Many political parties are engaged in navel-gazing assessments of their futures these days, but none more than the federal and provincial Green parties.
The departures of the leaders of both parties – Elizabeth May has already stepped down from the federal post while Andrew Weaver is on his way out as the B.C. party leader – means they by necessity will tackle some big internal issues as they try to forge a new identity.
Each party’s “brand” has become strongly identified with their leaders in recent years. Both of them transcend their own parties when it comes to popularity and name recognition.
It will be a challenge for each party to overcome the loss of their two most visible assets. It took several years for May and Weaver to establish some kind of credibility in their respective arenas, and their successors will face a stiff challenge trying to repeat their efforts in a short period of time.
And the Greens do not have a lot of time, at either level of government. The next elections at both the federal and provincial levels will be critical ones for both parties.
While they have made breakthroughs of sorts by electing some candidates, they amount to tiny breakthroughs.
Winning just three seats at either level simply does not get it done when it comes to arguing that it is in the political big leagues.
The party ran a dismal federal election campaign, marked by a number of gaffes by May and some candidates, and any high hopes going into it were dashed on election night.
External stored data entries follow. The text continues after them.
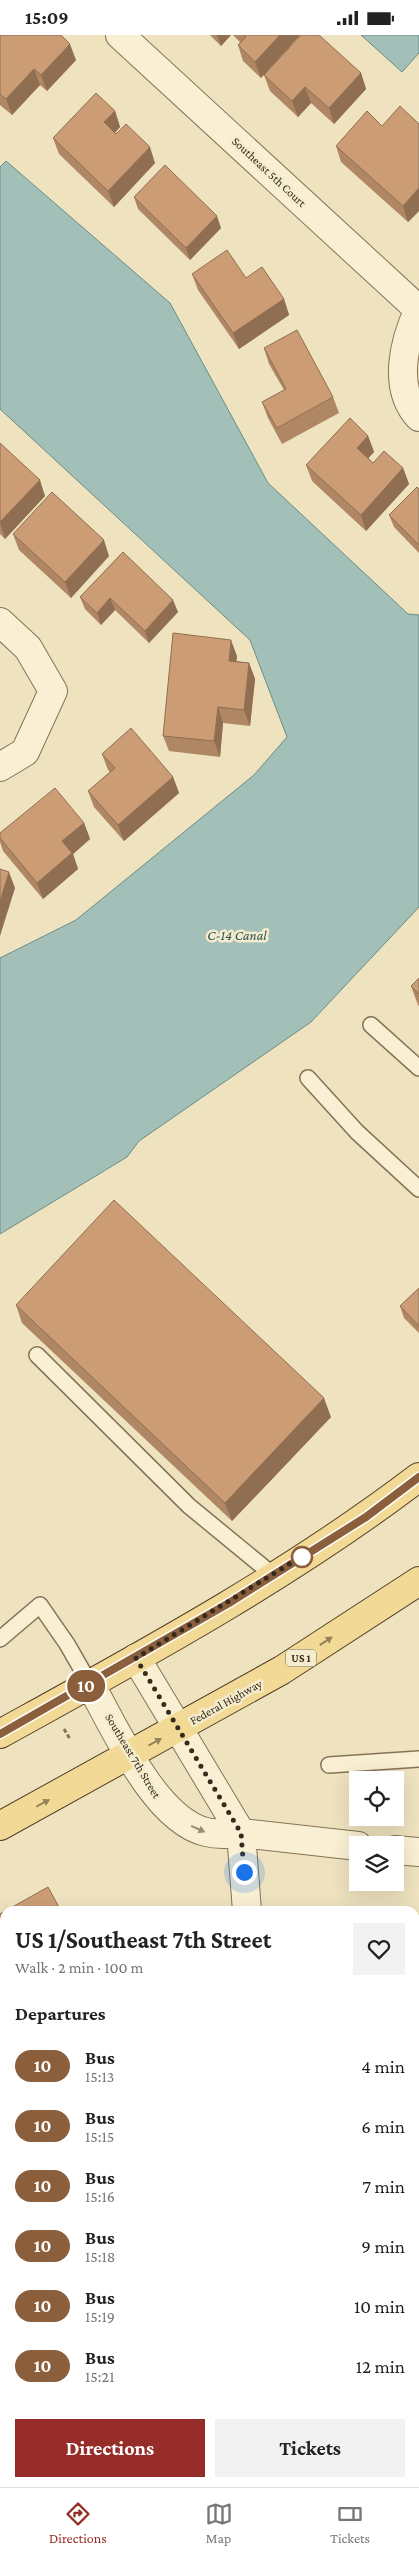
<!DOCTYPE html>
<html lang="en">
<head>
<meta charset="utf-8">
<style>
  body { margin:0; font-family:"Crimson Pro",serif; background:#f2f2f2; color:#222; height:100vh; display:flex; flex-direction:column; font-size:19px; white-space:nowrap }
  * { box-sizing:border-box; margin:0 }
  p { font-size:16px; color:#767676 }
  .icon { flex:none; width:28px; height:28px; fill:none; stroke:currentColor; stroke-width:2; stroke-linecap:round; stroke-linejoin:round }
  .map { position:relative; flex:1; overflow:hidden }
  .panel { position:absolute; left:0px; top:1871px; width:420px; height:581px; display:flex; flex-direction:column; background:#fff; border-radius:15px 15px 0 0; box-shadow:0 5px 20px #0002 }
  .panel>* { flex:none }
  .badge { padding:0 10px; border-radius:16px; font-size:18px; line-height:32px }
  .buttons { position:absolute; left:349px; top:1736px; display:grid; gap:10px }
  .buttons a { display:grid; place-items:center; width:55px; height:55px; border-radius:0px; background:#fff; box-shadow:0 5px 20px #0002; font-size:25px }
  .you { position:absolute; width:25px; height:25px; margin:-12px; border:4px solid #fff; border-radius:50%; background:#1a73e8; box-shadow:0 0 0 8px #1a73e833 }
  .map>.badge { position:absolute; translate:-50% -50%; box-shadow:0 0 0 2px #fff }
  h2 { padding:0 15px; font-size:19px; line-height:45px }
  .round { display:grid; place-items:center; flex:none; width:52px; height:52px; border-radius:0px; background:#f2f2f2 }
  .headline { display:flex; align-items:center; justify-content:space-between; height:85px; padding:0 15px }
  h1 { font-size:24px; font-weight:700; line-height:38px }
  .primary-button { display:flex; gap:10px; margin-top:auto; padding:10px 15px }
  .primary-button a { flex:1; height:58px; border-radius:0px; background:#952c27; color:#fff; font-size:20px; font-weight:700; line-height:58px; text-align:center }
  .primary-button a+a { background:#f2f2f2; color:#222 }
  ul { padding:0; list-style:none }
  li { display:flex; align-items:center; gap:15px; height:60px; padding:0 15px }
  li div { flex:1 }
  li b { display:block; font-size:19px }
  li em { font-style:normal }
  li .badge { min-width:55px; font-weight:700; text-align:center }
  .status { display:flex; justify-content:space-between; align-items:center; height:35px; padding:0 25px; background:#fff; direction:ltr }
  .status svg { height:14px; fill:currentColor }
  .tab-bar { display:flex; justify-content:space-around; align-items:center; height:70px; border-top:1px solid #e0e0e0; background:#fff; font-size:14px; color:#767676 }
  .tab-bar a { display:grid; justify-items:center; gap:2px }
  .tab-bar .selected { color:#952c27 }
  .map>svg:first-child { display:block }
  .water { fill:#a2bfb8; stroke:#6a8d86 }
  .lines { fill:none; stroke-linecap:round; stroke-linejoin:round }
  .service-casing { stroke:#867357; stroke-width:18 }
  .minor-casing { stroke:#867357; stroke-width:30 }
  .primary-casing { stroke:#54402c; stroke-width:30 }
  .path { stroke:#867357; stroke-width:3; stroke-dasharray:4 2.5; stroke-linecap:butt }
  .service { stroke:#f9efd2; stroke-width:15 }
  .minor { stroke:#f9efd2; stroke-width:28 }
  .primary { stroke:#f2da96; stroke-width:28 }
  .wall { fill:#af8765 }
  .shaded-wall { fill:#8f6e52 }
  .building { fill:#cc9d75; stroke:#8f6e52 }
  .oneway { fill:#948259 }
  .oneway2 { fill:#988c77 }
  .line-casing { stroke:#fff; stroke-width:11 }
  .line { stroke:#8b5e3c; stroke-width:8 }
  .walk { stroke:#362a1c; stroke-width:5; stroke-dasharray:0 9 }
  .stop-dot { fill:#fff; stroke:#8b5e3c; stroke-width:2.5 }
  .labels { text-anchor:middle; stroke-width:5; stroke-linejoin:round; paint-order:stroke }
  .shield { fill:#f5ecce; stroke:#6f6451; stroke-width:1 }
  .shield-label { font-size:11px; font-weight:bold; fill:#362a1c }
  .street-label { font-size:12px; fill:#362a1c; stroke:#f5ecce }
  .water-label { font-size:14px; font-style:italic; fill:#2b5555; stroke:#f5ecce }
</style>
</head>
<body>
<div class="status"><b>15:09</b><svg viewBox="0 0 49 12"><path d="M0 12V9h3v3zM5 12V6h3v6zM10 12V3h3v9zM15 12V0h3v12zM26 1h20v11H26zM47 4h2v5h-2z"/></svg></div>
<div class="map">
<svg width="419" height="2452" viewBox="0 0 419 2452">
  <rect width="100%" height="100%" fill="#eee2bf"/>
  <path class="water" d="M361 0H419V18L402 37Z
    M6 126 170 268 268 448 408 579 419 580V872L311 987 139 1106 127 1122 0 1199V923L76 885 254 740 287 702 250 605 0 374V132Z
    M415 2077H419V2221L415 2220Z
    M5 2161V2439L0 2442V2166Z"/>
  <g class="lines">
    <defs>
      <path id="service" d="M371 990 419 1033
        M308 1043 357 1097 419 1154
        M37 1320 189 1471 273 1540
        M0 1604 40 1570 67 1609 90 1649
        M329 1730 419 1724
        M0 2048 5 2045"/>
      <path id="minor" d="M120 0 418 274
        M419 274C404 306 392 353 419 382
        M0 587 28 613 53 656 25 717 0 732
        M136 1623 241 1798 247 1876
        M90 1649C115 1693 155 1785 206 1797 218 1800 229 1799 241 1798L358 1811
        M395 1815 419 1817
        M415 2398H419"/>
      <path id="primary" d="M0 1699C143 1620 289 1541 419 1442
        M0 1791 282 1635 419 1546"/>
    </defs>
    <use href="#service" class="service-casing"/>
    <use href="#minor" class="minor-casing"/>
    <use href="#primary" class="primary-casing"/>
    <path class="path" d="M64 1694 70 1704"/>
    <use href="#service" class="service"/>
    <use href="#minor" class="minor"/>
    <use href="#primary" class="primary"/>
  </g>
  <path class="wall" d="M0 0 76 25 47 56 40 50 12 80 0 70Z
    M210 0H231L221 11Z
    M233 0H300L261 43 243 26 238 10 240 7Z
    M361 38 366 54 334 89 311 68 298 82 270 56 264 40Z
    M115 76 120 92 115 98 155 128 114 172 59 119 53 103Z
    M419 89V176L408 187 341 127 336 111 382 91Z
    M134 162 221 193 190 225 138 174Z
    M192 239 246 243 284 264 289 280 239 314 198 255Z
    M264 313 333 362 339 378 282 409 268 383 262 367 284 355 269 329Z
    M368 401 374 417 368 423 373 428 403 433 409 449 366 496 312 446 306 430Z
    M0 408 45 461 5 504 0 499Z
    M419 454V518L394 492 389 480Z
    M13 499 109 521 71 563 19 515Z
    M123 517 178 577 149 608 115 575 101 590 85 574 80 562Z
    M237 621 236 626 249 628 255 644 250 691 223 688 220 722 169 716 163 701Z
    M102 719 173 742 179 758 124 806 94 772 88 756 110 737 108 735Z
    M84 788 90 804 73 819 78 834 43 864 3 816 0 807V798Z
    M419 943V971L418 970 411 951Z
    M419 1253V1298L404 1283 400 1271Z
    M16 1270 331 1382 232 1486 22 1288Z
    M5 1876V1961L0 1964V1879Z
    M415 2250 419 2251V2329L415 2327Z"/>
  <path class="shaded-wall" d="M217 0H231L221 11Z
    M280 0H300L261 43 255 27Z
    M70 9 76 25 47 56 41 40Z
    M34 34 40 50 12 80 6 64Z
    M361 38 366 54 334 89 329 73Z
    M305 52 311 68 298 82 292 66Z
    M115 76 120 92 110 103 104 87Z
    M150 112 155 128 114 172 108 156Z
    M419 153V176L408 187 403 171Z
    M217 181 221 193 190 225 186 213Z
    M284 264 289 280 239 314 233 298Z
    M368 401 374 417 363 429 357 413Z
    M403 433 409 449 366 496 361 480Z
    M40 445 45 461 5 504 0 487Z
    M104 505 109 521 71 563 65 547Z
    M110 563 115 575 101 590 97 578Z
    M173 565 178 577 149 608 145 596Z
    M231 605 237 621 235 641 229 626Z
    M249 628 255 644 250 691 244 675Z
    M218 672 223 688 220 722 214 706Z
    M173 742 179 758 124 806 118 790Z
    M84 788 90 804 73 819 78 834 43 864 37 848 62 806Z
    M9 837 15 853 0 901V866Z
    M324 1363 331 1382 232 1486 225 1468Z"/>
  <path class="building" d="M0 0H61L70 9 41 40 34 34 6 64 0 59Z
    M244 0H280L255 27 238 10 246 2Z
    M301 0H319L361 38 329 73 305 52 292 66 264 40Z
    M96 58 115 76 104 87 116 99 126 89 150 112 108 156 53 103Z
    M400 71 419 89V153L403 171 336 111 367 76 382 91Z
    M165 130 217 181 186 213 134 162Z
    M227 215 246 243 262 232 284 264 233 298 192 239Z
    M297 295 333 362 277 393 262 367 286 354 264 313Z
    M350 383 368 401 357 413 373 428 384 416 403 433 361 480 306 430Z
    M0 408 40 445 0 487Z
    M417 452 419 454V510L389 480Z
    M52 457 104 505 65 547 13 499Z
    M123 517 173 565 145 596 110 563 97 578 80 562Z
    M173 598 231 605 229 626 249 628 244 675 218 672 214 706 163 701Z
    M131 693 173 742 118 790 88 756 115 733 102 719Z
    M55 753 84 788 62 806 72 818 37 848 0 803V798Z
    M0 834 9 837 0 866Z
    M419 943V959L411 951Z
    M114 1165 324 1363 225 1468 16 1270Z
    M419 1253V1291L400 1271Z
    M48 1852 61 1876H5V1940L0 1942V1879Z
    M415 2250 419 2251V2315L415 2313Z
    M21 2448H105L110 2452H17Z"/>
  <defs><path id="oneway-solid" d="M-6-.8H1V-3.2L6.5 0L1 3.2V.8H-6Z" transform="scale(1.25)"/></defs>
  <g class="oneway">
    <use href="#oneway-solid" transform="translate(326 1606) rotate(-33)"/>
    <use href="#oneway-solid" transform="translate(155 1707) rotate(-29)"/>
    <use href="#oneway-solid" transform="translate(43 1768) rotate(-28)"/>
  </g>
  <use class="oneway2" href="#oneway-solid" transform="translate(198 1794) rotate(24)"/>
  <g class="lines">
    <defs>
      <path id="line" d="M0 1699 229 1568 366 1482 419 1442"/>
    </defs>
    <use href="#line" class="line-casing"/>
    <use href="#line" class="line"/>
    <path class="walk" d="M244 1837 241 1798 136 1623 304 1520 302 1522"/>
  </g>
  <circle class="stop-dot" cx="302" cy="1522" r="10"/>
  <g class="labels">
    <rect class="shield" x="286" y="1614.5" width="30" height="17" rx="4"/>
    <g class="shield-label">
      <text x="301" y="1627">US 1</text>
    </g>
    <g class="street-label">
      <text transform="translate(269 137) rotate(43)" y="4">Southeast 5th Court</text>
      <text transform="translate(226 1667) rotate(-29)" y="4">Federal Highway</text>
      <text transform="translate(133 1721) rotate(59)" y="4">Southeast 7th Street</text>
    </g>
    <g class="water-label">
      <text x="237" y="905">C-14 Canal</text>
    </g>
  </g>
</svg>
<div class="buttons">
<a><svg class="icon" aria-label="locate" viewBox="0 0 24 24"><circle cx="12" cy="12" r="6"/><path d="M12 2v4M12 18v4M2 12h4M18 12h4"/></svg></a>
<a><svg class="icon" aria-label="layers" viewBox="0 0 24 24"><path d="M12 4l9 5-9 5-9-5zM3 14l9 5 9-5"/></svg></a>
</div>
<div class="you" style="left:244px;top:1837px"></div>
<b class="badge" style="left:86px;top:1651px;background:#8b5e3c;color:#fff">10</b>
<section class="panel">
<div class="headline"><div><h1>US 1/Southeast 7th Street</h1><p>Walk · 2 min · 100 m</p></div><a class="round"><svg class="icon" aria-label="heart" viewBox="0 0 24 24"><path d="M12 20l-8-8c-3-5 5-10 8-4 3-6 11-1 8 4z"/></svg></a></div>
<h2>Departures</h2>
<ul>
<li><span class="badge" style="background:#8b5e3c;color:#fff">10</span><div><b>Bus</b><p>15:13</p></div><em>4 min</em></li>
<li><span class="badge" style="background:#8b5e3c;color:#fff">10</span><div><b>Bus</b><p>15:15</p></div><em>6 min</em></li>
<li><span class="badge" style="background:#8b5e3c;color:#fff">10</span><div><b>Bus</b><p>15:16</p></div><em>7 min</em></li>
<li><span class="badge" style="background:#8b5e3c;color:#fff">10</span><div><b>Bus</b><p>15:18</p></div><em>9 min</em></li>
<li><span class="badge" style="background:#8b5e3c;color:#fff">10</span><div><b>Bus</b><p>15:19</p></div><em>10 min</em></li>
<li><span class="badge" style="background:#8b5e3c;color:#fff">10</span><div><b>Bus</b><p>15:21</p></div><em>12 min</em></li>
</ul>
<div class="primary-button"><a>Directions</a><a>Tickets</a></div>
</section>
</div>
<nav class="tab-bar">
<a class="selected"><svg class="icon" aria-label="directions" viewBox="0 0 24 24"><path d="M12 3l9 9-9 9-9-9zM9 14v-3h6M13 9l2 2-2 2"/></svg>Directions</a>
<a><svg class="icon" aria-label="map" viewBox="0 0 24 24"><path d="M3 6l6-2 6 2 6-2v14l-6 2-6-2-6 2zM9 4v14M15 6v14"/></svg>Map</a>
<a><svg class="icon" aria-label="tickets" viewBox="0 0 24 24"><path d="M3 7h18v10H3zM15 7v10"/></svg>Tickets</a>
</nav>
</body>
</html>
While the party won two seats in B.C., a closer look at the election results showed the party is still a very long ways from being regarded as a major player. The Greens finished fourth (or worse) in 33 of the province’s 42 ridings, and most of those were very distant fourths.
Its only area of perceived strength remains parts of Vancouver Island, and that is about it. Even in that region, the NDP woke up near the end of the campaign and turned its gun sites on the Greens in a manner that had not occurred before.
You can be sure the NDP will not be caught napping again on the Island come the next election campaign.
The federal party will also soon find itself somewhat marginalized in the next minority Parliament. With just three seats, it does not have the numerical heft to be part of any conversation Prime Minister Justin Trudeau needs to have with other parties to remain in power.
May garnered some headlines recently by announcing that her support for the Liberals’ Throne Speech would hinge on whether it promised strong policies to tackle climate change and other things. However, at the end of the day, how the Greens vote in confidence votes is irrelevant.
Provincially, things look a little brighter, but not much. Weaver’s looming departure will be a major blow and I would not bet on the Greens being able to hang onto his Oak Bay-Gordon Head seat, as both the B.C. Liberals and the NDP – both of which held that riding for decades – will prioritize winning there in 2021.
While sitting Green MLAs Sonia Furstenau and Adam Olsen have to be considered favoured to hold their seats in 2021, the rest of the political landscape looks fairly bleak for the party.
The Greens finished a distant third in more than 70 of the province’s 87 ridings and, other than the ones they won, were not really competitive in the others. Some argue that the party’s spike in overall popular vote was due in large part to an anti-Christy Clark sentiment in that election that won’t be a factor in the next campaign.
So the question has to be asked: is this the high water mark for both the federal and provincial Green parties? Is this as good as it gets?
On the other hand, can both parties expand their popularity and reach without the two individuals who have led them to minor electoral success?
Some key questions that will need answering sooner than later.